» **GOAL OF THE EXERCISE**
Return the lines beginning at the one that contains "[760,659,810,619,924,516,1070,387,1128,329,1175,267,1203,235]" and continuing to the end of the entries, including both ends, exactly as written and nothing else.

[GIVEN RECORDS — start]

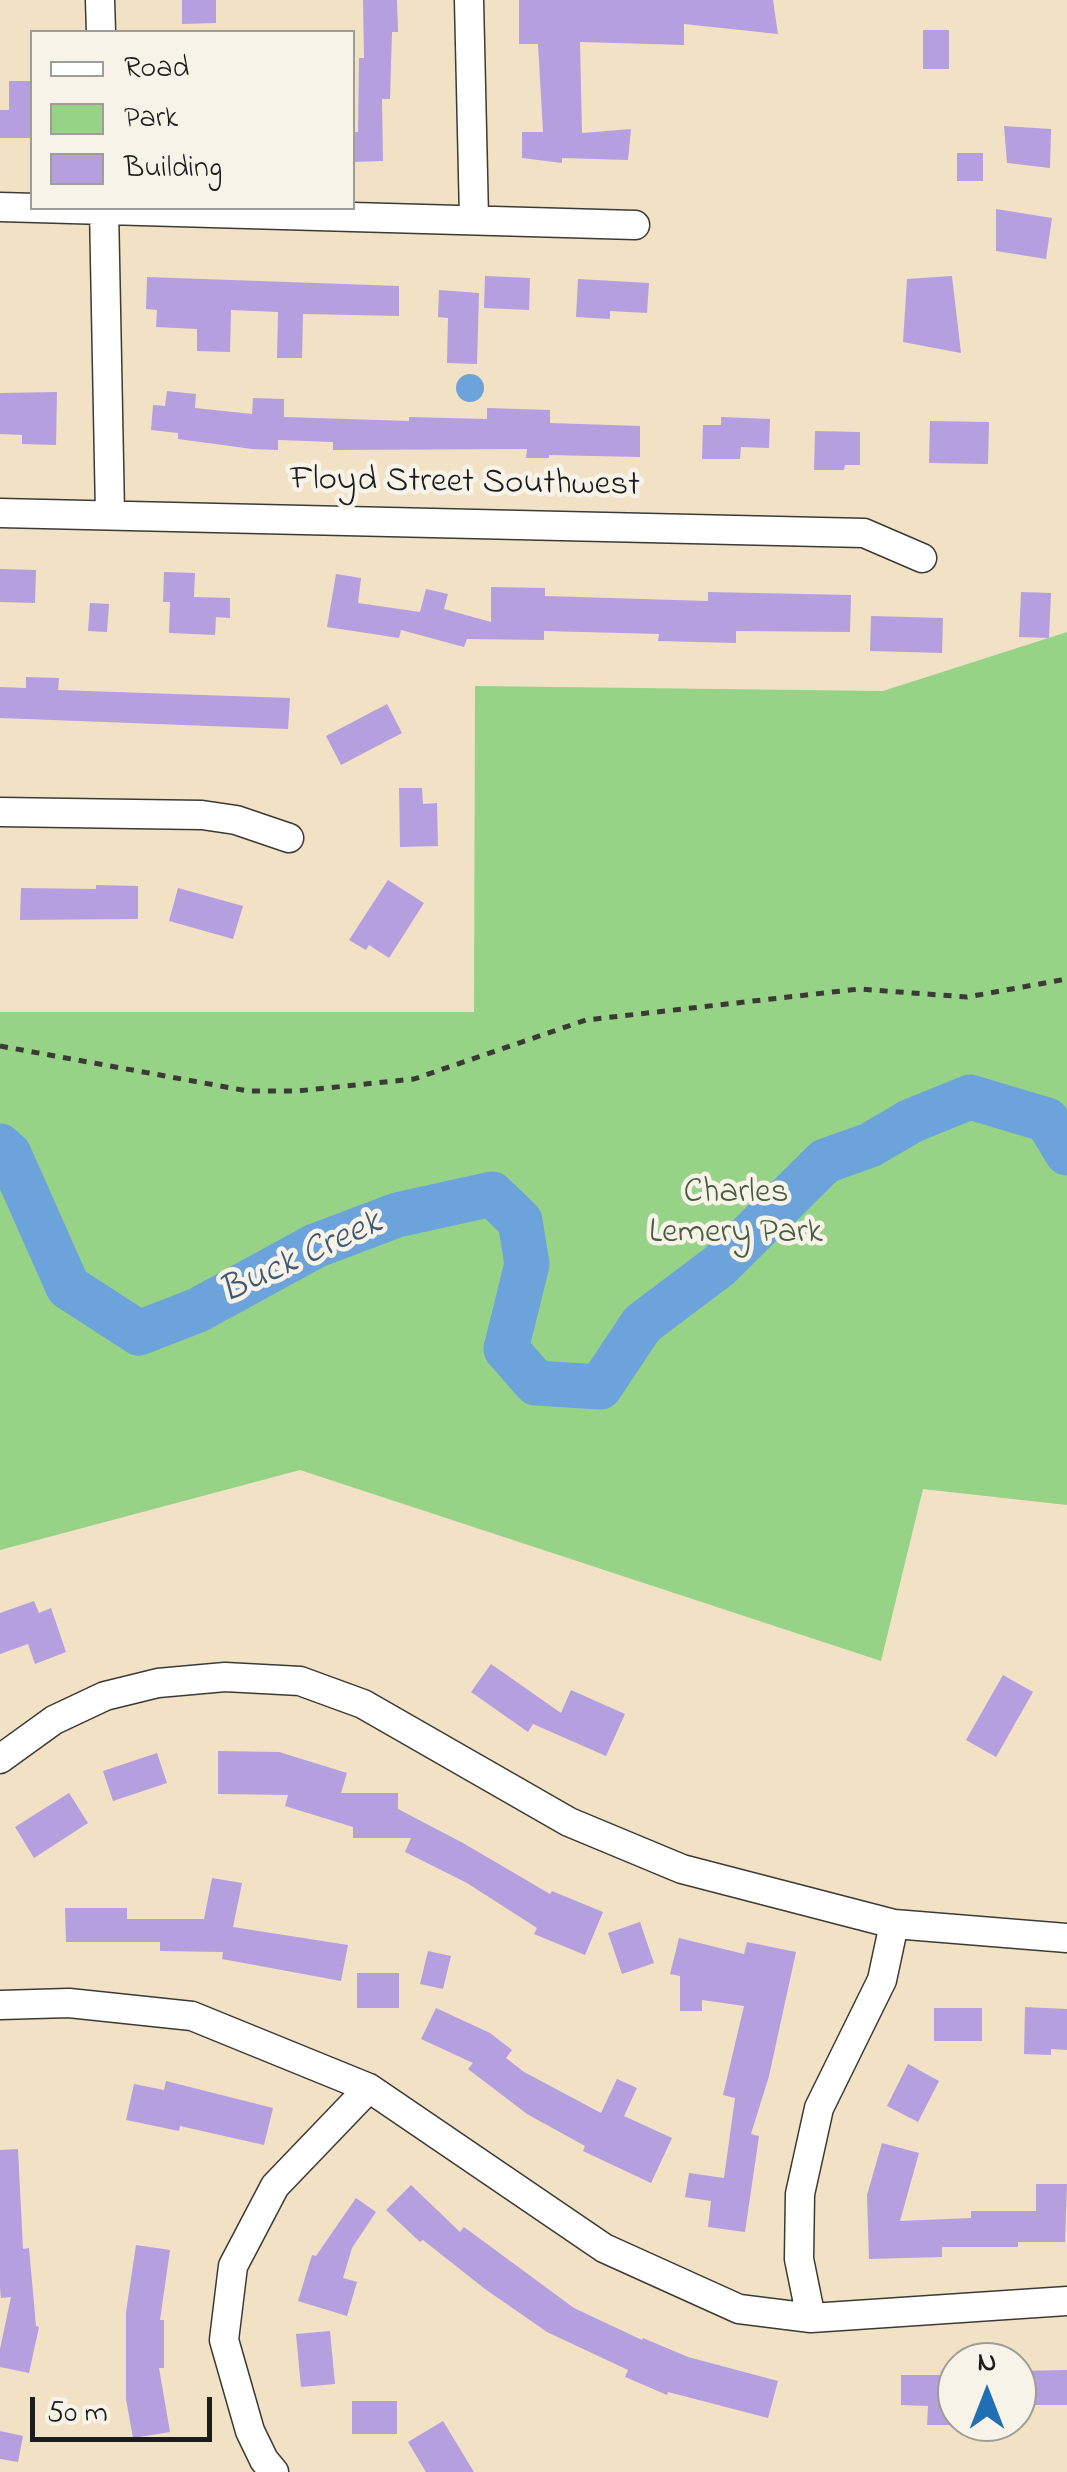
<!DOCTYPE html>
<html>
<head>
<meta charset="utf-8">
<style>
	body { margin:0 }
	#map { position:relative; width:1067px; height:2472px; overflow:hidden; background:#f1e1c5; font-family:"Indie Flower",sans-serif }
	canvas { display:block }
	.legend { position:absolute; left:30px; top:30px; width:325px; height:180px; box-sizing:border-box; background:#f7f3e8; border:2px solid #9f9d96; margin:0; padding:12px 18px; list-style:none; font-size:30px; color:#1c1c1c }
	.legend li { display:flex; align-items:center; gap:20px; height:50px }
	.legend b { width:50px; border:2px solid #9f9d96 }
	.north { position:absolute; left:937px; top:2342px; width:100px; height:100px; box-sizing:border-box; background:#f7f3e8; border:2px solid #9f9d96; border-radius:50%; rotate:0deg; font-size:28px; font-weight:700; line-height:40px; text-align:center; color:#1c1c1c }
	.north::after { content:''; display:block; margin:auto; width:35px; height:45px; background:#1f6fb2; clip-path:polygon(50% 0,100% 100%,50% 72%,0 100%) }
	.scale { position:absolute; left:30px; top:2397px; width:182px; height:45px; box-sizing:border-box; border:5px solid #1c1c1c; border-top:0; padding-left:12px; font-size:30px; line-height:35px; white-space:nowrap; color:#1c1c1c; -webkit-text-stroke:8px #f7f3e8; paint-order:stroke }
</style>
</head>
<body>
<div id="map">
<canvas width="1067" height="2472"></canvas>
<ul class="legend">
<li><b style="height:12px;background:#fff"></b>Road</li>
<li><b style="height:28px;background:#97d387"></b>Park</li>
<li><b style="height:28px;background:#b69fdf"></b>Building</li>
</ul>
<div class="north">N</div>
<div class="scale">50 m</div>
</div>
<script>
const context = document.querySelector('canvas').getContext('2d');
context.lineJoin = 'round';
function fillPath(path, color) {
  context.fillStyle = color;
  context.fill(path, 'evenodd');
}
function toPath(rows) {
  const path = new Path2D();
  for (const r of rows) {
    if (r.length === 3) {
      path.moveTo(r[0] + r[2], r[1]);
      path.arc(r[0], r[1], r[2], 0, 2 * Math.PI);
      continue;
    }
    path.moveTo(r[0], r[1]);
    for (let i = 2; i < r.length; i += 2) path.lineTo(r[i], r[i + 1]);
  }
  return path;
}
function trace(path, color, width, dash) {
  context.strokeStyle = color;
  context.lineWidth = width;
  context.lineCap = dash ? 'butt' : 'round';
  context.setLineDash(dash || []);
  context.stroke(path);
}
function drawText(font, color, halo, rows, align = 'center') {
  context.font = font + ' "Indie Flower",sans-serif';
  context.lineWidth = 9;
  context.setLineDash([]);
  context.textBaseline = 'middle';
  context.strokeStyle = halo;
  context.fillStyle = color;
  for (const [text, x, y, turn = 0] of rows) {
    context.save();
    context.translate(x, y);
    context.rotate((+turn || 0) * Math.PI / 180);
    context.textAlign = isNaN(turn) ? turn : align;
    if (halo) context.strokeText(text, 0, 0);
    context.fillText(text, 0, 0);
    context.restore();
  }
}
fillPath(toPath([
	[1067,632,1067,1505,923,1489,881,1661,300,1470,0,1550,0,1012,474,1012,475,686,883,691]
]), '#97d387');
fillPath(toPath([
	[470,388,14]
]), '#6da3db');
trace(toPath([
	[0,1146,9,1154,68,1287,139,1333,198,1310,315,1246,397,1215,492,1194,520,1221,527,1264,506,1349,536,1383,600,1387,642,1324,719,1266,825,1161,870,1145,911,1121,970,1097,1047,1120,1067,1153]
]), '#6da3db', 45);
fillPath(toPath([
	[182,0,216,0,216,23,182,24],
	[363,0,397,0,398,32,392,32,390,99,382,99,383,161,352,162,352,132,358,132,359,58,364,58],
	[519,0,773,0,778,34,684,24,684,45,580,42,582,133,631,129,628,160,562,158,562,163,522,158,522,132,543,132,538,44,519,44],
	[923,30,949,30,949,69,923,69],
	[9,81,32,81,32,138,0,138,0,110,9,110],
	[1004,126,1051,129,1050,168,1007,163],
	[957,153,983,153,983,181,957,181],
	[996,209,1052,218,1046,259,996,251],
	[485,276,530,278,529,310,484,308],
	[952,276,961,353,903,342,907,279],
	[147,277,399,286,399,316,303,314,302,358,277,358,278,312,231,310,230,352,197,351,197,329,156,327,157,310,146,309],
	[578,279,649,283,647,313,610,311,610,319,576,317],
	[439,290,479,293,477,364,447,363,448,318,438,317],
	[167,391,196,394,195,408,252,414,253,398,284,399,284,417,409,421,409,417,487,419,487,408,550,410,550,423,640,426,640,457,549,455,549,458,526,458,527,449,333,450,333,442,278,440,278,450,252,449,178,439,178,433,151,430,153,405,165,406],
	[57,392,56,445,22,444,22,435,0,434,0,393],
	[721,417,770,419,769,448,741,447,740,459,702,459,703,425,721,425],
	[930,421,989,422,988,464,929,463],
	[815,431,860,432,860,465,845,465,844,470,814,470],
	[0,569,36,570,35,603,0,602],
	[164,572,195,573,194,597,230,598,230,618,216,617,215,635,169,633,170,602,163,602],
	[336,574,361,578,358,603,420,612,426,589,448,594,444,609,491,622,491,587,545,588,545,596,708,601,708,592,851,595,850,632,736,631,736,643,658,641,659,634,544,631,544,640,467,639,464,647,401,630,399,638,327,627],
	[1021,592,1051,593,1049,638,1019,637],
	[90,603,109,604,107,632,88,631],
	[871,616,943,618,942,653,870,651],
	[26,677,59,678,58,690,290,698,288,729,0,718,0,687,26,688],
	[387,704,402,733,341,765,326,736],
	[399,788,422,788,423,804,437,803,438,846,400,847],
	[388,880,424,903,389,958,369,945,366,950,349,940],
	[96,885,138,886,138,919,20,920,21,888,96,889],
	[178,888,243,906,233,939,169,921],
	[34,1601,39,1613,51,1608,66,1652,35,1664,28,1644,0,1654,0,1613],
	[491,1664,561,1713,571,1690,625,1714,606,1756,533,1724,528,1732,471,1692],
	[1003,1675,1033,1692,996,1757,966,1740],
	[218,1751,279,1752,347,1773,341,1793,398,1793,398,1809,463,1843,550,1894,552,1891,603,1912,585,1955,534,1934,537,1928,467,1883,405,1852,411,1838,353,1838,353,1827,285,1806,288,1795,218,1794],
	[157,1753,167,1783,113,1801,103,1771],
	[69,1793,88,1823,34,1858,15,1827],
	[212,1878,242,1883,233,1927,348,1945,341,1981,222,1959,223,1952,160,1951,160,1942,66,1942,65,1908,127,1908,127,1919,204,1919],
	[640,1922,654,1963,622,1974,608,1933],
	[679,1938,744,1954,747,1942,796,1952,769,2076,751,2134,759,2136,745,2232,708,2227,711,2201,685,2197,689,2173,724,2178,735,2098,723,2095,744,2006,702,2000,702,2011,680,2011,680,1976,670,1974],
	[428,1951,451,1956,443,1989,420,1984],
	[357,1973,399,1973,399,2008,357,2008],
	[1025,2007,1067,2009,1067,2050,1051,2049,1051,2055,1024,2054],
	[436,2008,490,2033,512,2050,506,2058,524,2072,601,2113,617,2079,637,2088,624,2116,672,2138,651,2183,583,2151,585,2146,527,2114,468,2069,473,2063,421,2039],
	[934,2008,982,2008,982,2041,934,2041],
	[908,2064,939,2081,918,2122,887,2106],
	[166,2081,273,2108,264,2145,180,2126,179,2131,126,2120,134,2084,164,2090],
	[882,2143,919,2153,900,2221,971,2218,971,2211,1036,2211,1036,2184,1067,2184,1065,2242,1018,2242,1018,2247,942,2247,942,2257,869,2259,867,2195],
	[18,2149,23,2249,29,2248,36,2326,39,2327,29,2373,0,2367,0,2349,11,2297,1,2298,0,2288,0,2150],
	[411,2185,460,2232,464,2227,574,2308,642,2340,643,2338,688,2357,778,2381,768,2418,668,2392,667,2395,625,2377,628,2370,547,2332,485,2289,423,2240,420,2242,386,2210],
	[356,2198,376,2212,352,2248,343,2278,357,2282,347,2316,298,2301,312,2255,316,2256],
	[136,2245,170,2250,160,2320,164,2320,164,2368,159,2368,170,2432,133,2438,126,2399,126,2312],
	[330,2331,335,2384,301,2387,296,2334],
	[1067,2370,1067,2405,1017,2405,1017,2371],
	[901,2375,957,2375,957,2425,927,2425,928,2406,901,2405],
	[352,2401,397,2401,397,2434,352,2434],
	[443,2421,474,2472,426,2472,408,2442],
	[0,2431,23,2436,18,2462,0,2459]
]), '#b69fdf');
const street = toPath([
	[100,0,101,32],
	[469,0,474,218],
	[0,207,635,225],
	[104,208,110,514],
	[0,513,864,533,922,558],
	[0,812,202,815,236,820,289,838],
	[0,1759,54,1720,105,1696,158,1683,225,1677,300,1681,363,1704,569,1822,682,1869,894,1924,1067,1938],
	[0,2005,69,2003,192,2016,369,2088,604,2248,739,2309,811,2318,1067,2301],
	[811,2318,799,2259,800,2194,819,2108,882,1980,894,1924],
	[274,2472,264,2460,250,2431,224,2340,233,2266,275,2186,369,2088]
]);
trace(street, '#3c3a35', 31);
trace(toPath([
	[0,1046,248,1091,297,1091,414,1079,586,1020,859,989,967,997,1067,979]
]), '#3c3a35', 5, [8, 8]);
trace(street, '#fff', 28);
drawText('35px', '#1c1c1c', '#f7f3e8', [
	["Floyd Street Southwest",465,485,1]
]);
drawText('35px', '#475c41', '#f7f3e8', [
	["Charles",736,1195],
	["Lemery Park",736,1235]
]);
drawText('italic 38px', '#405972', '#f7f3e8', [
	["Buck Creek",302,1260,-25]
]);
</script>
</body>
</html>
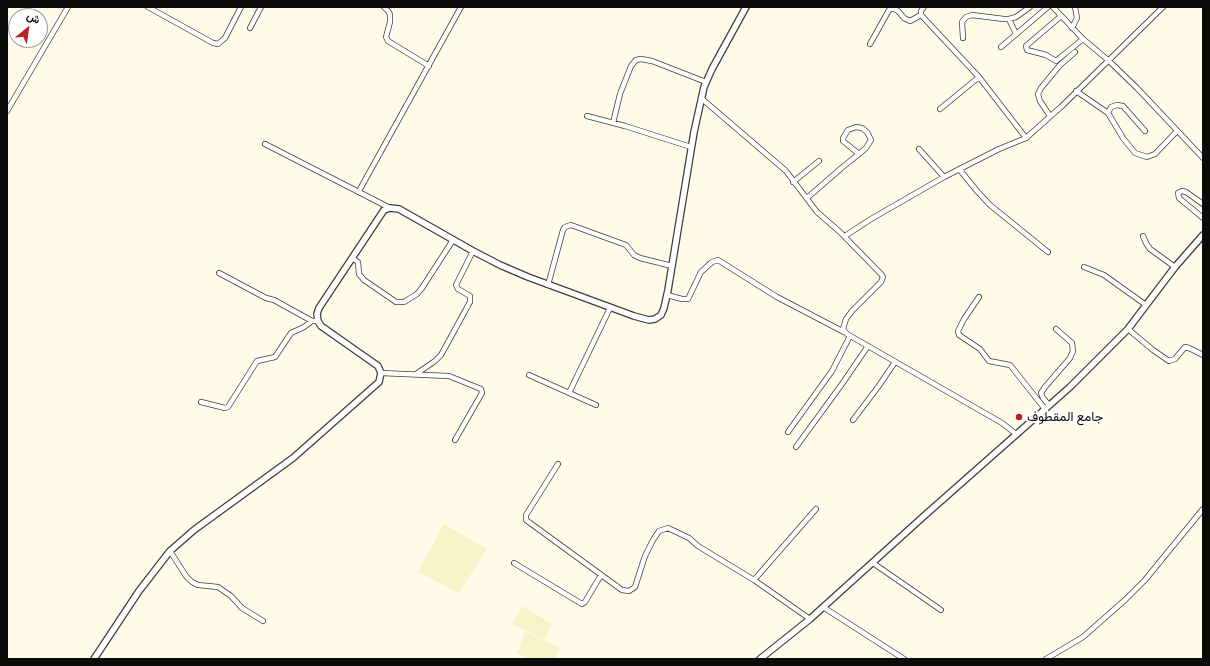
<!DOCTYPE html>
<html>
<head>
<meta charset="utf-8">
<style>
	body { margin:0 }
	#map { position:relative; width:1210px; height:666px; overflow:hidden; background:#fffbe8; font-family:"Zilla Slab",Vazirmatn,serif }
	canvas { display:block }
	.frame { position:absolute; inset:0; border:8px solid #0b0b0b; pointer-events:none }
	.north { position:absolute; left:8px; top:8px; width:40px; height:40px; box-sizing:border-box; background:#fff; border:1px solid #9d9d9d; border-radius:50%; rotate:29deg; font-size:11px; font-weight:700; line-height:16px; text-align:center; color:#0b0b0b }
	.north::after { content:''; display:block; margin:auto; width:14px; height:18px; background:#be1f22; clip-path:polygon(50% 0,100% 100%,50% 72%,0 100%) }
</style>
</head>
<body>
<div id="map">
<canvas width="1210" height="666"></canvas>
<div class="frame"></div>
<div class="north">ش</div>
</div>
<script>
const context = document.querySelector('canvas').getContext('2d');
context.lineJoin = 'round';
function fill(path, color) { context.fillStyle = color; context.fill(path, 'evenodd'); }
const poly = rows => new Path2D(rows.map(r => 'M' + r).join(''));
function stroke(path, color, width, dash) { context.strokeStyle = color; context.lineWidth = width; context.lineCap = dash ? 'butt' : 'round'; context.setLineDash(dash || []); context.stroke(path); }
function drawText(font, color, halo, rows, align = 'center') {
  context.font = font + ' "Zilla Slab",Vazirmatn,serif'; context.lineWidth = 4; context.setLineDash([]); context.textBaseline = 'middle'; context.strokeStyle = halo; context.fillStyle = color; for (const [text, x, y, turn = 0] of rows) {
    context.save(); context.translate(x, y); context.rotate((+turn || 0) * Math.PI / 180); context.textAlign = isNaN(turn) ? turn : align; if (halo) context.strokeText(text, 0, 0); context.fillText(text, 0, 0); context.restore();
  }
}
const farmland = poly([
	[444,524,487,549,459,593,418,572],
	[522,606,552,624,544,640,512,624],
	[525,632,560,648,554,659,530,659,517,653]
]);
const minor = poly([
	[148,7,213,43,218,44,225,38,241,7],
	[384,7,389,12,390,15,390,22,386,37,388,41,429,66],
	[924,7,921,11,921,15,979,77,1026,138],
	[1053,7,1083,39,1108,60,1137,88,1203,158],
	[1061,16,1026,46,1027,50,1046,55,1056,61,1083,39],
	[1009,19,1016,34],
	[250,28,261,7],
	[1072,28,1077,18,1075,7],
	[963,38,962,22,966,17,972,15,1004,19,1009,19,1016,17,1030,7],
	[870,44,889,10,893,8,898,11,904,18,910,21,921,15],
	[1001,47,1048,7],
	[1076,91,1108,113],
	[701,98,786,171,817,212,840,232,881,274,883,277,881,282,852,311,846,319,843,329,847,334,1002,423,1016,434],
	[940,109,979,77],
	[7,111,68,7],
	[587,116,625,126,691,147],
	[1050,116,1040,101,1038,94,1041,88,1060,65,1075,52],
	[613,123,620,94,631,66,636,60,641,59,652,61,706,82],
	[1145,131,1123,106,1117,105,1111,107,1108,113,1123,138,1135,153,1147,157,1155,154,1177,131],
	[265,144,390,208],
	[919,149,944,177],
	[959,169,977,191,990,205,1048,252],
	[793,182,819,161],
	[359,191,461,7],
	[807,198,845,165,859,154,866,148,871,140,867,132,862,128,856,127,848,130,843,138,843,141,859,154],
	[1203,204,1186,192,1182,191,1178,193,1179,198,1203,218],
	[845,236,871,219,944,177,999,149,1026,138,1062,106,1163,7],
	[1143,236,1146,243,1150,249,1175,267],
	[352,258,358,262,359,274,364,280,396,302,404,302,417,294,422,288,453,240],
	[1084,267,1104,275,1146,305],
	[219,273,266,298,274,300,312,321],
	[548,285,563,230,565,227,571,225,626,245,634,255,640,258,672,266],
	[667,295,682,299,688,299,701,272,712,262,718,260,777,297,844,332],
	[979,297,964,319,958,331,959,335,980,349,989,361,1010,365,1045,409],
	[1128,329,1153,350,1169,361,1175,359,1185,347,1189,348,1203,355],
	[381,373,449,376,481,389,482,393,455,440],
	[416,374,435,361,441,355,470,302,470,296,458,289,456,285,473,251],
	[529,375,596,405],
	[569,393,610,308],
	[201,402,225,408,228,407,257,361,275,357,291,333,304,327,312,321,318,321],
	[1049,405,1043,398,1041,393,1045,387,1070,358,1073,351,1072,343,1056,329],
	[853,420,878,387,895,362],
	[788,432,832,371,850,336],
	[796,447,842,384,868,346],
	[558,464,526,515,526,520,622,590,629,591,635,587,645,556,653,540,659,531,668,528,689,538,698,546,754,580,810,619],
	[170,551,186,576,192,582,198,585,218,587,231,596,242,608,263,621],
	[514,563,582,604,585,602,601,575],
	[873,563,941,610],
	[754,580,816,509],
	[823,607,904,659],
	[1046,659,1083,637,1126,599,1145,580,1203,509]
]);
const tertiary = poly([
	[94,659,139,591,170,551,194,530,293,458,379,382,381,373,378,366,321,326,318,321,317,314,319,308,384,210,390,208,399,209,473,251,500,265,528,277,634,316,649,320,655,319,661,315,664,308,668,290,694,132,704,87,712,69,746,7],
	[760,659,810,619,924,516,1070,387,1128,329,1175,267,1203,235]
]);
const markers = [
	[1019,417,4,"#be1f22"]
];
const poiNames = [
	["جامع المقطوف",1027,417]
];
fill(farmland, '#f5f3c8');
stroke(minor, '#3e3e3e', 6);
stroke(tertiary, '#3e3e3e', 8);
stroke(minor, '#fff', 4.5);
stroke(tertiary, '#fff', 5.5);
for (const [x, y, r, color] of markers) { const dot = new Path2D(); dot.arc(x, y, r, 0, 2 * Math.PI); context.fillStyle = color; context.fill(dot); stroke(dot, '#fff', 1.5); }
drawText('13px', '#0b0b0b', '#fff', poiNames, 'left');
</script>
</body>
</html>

[GIVEN RECORDS — finish]

» **EXERCISE ANSWER**
	[760,659,810,619,924,516,1070,387,1128,329,1175,267,1203,235]
]);
const markers = [
	[1019,417,4,"#be1f22"]
];
const poiNames = [
	["جامع المقطوف",1027,417]
];
fill(farmland, '#f5f3c8');
stroke(minor, '#3e3e3e', 6);
stroke(tertiary, '#3e3e3e', 8);
stroke(minor, '#fff', 4.5);
stroke(tertiary, '#fff', 5.5);
for (const [x, y, r, color] of markers) { const dot = new Path2D(); dot.arc(x, y, r, 0, 2 * Math.PI); context.fillStyle = color; context.fill(dot); stroke(dot, '#fff', 1.5); }
drawText('13px', '#0b0b0b', '#fff', poiNames, 'left');
</script>
</body>
</html>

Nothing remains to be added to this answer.